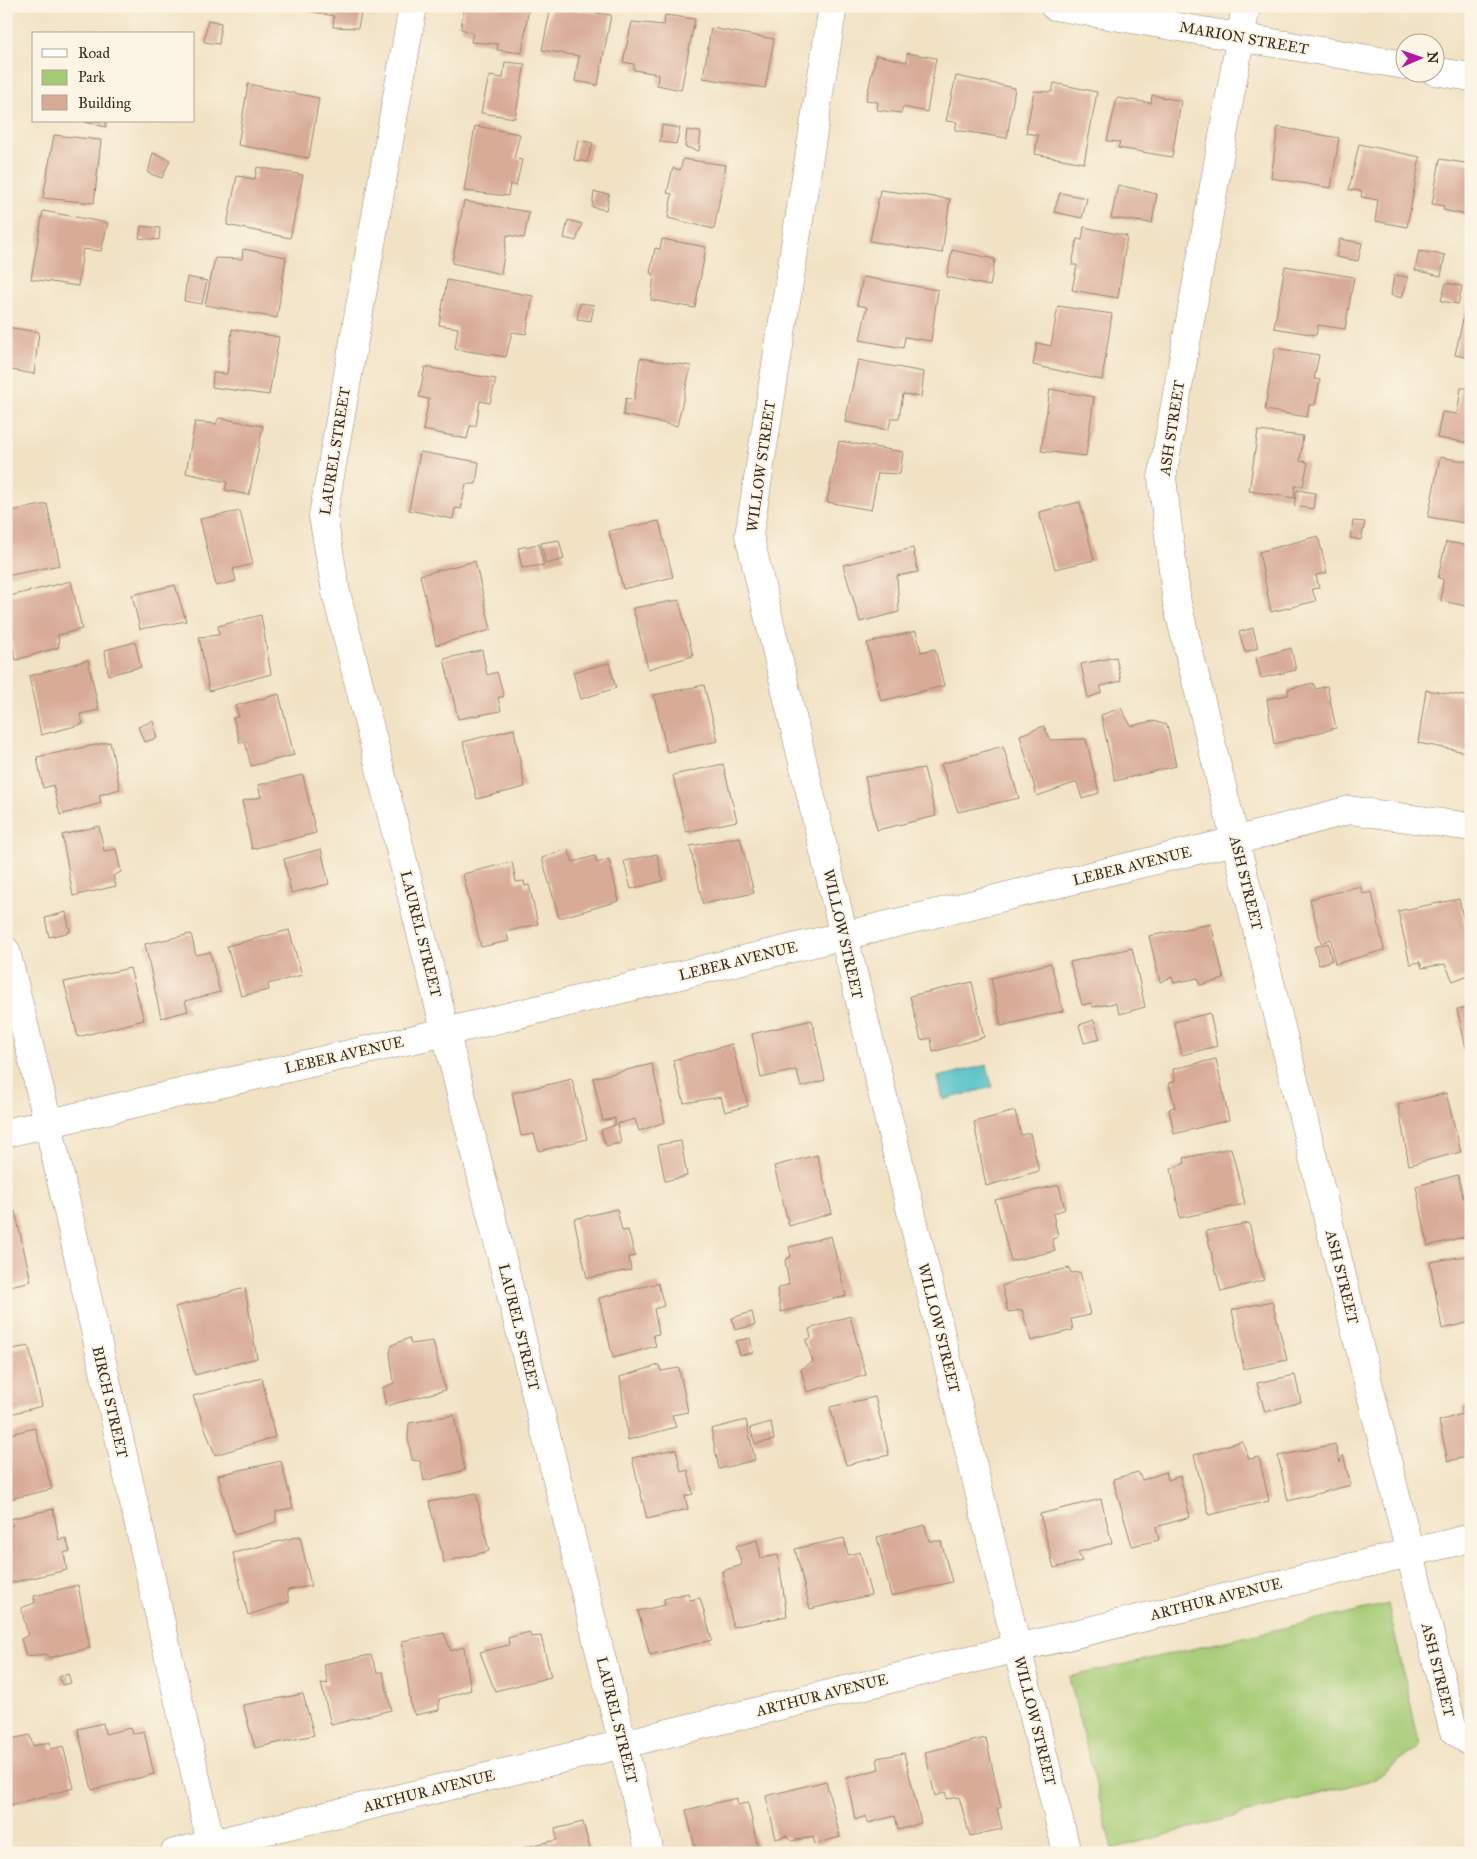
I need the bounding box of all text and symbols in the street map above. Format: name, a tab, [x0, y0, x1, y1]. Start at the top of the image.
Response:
street label: MARION STREET	[1178, 18, 1310, 58]
legend	[32, 32, 195, 122]
north arrow	[1394, 32, 1444, 82]
text: Road	[78, 44, 110, 62]
text: N	[1424, 51, 1441, 64]
text: Park	[78, 68, 105, 86]
text: Building	[78, 94, 132, 112]
street label: ASH STREET	[1155, 379, 1188, 478]
street label: LAUREL STREET	[316, 386, 354, 516]
street label: WILLOW STREET	[743, 399, 779, 533]
street label: ASH STREET	[1225, 833, 1266, 932]
street label: LEBER AVENUE	[1071, 842, 1193, 889]
street label: WILLOW STREET	[819, 867, 867, 1001]
street label: LAUREL STREET	[397, 869, 445, 999]
street label: LEBER AVENUE	[677, 937, 799, 984]
street label: LEBER AVENUE	[283, 1032, 406, 1077]
street label: ASH STREET	[1321, 1227, 1362, 1326]
street label: WILLOW STREET	[914, 1261, 964, 1395]
street label: LAUREL STREET	[495, 1262, 543, 1392]
street label: BIRCH STREET	[88, 1344, 132, 1460]
street label: ARTHUR AVENUE	[1147, 1574, 1284, 1624]
street label: ASH STREET	[1417, 1620, 1458, 1719]
street label: WILLOW STREET	[1010, 1654, 1060, 1788]
street label: LAUREL STREET	[593, 1655, 641, 1785]
street label: ARTHUR AVENUE	[753, 1670, 890, 1720]
street label: ARTHUR AVENUE	[360, 1766, 497, 1816]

========

**Instructions to follow:**
Check every line of the data for the string "ARTHUR". Give the number of lines that have it, and only that.

**Written reply:**
3